Saturday 5 January 2013

Is it wise to fly with an airline that has just had a major crash ?



Checking out my next travel options I was not too thrilled to discover that my next bus journey would be 15 hours to get back to Yangon! So I decided to fly and the only option for the time that I wanted was with Bagan Airlines, whose plane had recently crashed up north. What's the chances of lightening striking twice? Anyway as I write this I am back in Yangon and all is good - and I am relieved that I am making the most of this extra time by heading to a local park where there is a huge concert, celebrating Independence Day and you've guessed it - I am the only traveller here !!!! 

Life on the lake



The whole focus of heading to Inle lake is to explore life on the lake, so I took a boat with drivers for the day and I have to say it was one if the best travelling days ever!!! The river is fascinating, teaming with bird life, amazing fishermen, using the same fishing methods to fish as they would have hundreds if years ago. There are temples, towns,  markets and newly opened restaurants all round the lake and you could be here for days discovering all that is to explore,, but the usual room supply and demand has meant that I only have two night, but I am amazed that mrs Jasmine in Mandalay even managed this!!!! 
So after a day of getting on and off the narrow boat and sitting in the sunlight, we were all knackered and needed to be revived by a cold beer and beautiful sunset!!!  The next day we headed to a local market on the nearby shore line and then checked into a guest house in town and biked up to the local vineyard to have a wine tasting session and watch sunset over the lake from the hills - stunning!!! 

I've found paradise



This wasn't too hard, as I was staying at the paradise Inle resort, which was a taste paradise.
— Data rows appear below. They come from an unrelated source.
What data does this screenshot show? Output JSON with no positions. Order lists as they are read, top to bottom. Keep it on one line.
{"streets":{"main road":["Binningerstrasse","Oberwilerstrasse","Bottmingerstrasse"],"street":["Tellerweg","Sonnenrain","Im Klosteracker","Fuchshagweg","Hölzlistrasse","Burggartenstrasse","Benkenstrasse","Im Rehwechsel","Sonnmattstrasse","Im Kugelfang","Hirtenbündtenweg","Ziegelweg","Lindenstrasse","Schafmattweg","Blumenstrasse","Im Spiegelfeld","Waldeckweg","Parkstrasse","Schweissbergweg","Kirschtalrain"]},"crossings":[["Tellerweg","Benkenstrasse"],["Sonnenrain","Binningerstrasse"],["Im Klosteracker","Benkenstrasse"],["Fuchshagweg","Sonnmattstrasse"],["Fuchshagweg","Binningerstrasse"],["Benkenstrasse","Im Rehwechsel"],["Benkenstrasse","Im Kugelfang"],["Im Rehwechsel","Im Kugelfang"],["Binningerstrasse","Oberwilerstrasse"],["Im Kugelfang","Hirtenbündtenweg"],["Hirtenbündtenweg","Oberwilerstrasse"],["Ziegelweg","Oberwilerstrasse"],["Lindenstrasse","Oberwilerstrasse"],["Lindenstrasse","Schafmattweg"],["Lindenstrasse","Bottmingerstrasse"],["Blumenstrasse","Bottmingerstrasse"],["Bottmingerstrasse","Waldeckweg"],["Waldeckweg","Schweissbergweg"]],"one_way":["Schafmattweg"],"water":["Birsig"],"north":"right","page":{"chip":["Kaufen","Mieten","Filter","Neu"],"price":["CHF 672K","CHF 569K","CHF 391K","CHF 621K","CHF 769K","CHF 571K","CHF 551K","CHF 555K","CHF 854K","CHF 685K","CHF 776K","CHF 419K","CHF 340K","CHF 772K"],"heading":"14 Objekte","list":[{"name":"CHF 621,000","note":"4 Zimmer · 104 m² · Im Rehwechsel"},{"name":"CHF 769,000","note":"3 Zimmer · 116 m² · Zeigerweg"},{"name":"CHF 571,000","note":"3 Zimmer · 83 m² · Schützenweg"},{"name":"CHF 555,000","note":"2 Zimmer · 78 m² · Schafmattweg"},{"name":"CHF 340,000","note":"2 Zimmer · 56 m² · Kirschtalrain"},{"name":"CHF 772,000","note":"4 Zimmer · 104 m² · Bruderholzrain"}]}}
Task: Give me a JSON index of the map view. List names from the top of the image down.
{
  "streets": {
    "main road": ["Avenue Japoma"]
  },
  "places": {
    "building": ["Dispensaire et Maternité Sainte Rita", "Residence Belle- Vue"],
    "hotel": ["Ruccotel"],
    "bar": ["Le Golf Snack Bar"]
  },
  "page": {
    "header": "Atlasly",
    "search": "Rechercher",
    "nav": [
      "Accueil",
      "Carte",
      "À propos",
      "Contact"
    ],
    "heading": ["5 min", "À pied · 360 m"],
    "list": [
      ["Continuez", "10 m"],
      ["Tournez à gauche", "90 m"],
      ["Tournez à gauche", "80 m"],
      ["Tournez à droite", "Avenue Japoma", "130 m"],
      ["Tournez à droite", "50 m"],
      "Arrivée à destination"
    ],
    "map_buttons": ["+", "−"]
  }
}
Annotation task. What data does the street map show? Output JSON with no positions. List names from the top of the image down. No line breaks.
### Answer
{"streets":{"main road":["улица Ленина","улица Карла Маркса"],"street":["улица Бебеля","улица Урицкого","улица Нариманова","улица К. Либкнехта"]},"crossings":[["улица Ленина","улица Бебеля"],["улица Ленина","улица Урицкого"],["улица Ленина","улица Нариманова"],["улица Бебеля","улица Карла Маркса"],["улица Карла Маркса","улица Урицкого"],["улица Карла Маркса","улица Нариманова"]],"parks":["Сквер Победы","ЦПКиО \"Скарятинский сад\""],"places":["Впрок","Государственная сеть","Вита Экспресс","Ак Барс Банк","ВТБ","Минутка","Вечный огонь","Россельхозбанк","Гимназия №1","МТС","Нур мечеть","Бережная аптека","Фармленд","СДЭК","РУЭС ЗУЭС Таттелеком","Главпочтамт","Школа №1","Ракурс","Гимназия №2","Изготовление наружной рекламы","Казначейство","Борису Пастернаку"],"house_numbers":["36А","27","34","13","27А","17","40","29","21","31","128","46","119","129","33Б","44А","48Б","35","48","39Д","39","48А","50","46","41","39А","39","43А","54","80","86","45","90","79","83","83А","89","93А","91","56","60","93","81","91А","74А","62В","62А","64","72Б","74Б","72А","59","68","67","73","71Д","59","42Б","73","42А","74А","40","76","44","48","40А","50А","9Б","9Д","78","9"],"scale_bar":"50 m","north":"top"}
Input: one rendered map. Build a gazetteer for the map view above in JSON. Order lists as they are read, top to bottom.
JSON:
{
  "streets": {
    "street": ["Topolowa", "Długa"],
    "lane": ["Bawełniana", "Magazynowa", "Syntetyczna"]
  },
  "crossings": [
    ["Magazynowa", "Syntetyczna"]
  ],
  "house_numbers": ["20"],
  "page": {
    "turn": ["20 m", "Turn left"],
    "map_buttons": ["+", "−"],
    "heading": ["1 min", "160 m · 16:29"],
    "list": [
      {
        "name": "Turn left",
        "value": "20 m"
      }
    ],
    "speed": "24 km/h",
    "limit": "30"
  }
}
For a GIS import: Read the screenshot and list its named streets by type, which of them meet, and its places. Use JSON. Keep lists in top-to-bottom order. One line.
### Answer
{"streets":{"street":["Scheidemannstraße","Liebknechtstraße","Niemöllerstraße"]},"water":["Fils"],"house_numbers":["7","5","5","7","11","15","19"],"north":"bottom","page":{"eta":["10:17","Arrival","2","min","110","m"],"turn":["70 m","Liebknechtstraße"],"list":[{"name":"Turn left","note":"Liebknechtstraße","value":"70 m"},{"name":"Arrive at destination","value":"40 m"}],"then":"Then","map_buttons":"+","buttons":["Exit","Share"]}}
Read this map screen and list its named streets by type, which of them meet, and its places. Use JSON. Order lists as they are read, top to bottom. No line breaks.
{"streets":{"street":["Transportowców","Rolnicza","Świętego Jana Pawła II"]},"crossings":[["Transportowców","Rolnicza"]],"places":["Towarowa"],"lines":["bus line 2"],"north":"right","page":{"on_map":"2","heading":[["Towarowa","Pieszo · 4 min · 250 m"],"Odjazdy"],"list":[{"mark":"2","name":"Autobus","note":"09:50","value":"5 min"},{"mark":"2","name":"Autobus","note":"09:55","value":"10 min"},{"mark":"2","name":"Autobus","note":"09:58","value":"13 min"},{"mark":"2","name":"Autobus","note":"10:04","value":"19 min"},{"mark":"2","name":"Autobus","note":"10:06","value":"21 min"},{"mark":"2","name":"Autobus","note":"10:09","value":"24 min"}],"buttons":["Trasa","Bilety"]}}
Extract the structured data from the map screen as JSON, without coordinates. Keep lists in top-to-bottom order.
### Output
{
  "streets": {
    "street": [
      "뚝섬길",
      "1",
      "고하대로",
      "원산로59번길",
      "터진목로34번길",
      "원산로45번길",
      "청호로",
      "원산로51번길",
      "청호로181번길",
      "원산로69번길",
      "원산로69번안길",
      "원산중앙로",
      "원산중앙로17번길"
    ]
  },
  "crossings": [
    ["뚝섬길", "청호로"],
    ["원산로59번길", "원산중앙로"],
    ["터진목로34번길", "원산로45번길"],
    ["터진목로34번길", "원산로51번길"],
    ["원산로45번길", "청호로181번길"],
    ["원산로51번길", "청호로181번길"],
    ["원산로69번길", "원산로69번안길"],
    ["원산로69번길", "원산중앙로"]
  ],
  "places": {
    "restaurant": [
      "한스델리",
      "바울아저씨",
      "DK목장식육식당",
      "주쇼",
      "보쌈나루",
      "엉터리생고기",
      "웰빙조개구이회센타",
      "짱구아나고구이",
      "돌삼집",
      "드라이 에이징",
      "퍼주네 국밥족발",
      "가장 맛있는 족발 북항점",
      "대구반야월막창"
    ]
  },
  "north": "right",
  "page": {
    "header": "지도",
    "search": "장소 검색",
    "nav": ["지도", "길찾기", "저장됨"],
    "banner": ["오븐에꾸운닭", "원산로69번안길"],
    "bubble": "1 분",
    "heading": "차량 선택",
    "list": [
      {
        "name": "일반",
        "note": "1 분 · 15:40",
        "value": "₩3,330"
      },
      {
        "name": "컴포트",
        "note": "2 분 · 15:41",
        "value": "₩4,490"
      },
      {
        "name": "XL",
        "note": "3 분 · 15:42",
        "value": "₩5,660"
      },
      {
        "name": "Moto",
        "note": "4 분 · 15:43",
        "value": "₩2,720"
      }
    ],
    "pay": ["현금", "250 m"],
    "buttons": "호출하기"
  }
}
Reached only by boat,  it is a resort on the lake completely on stilts and water locked. I felt like a VIP arriving by boat and then checking into my bungalow to rest, after dozing in reception until my room was cleaned! 
So after a really lazy day I was watching sunset from the sun lounger when I got chatting to two other solo travellers and it was then when we started to celebrate new year - a few beers and a few more whiskies made sure that we were fully toasting 2013 in style! 

Chasing monks


Killing time before I had to head to the train station to catch my ten o'clock train,  I walked up to the main intersection and saw the nuns walking around the town collecting their evening offerings of rice from the devout across town. Of course I stopped and took some pictures and by the time they got on their transport out of town they were all waving - what lucky timing. 
Burma, as most of its neighbours, is such a religiously devout country. Christians live alongside Hindus, Muslims but are small communities outside the ever present Buddhist faith, with golden temples on every hill, glittering in the sun and across all the land. 
It is so important to remember that the 'saffron uprising' in 2007 was led by the monks. They formed the 'All Burma monk alliance' and marched daily across all the major cities protesting against massive price rises and the militarily dictatorship. Predictably this ended with thousands of monks being jailed.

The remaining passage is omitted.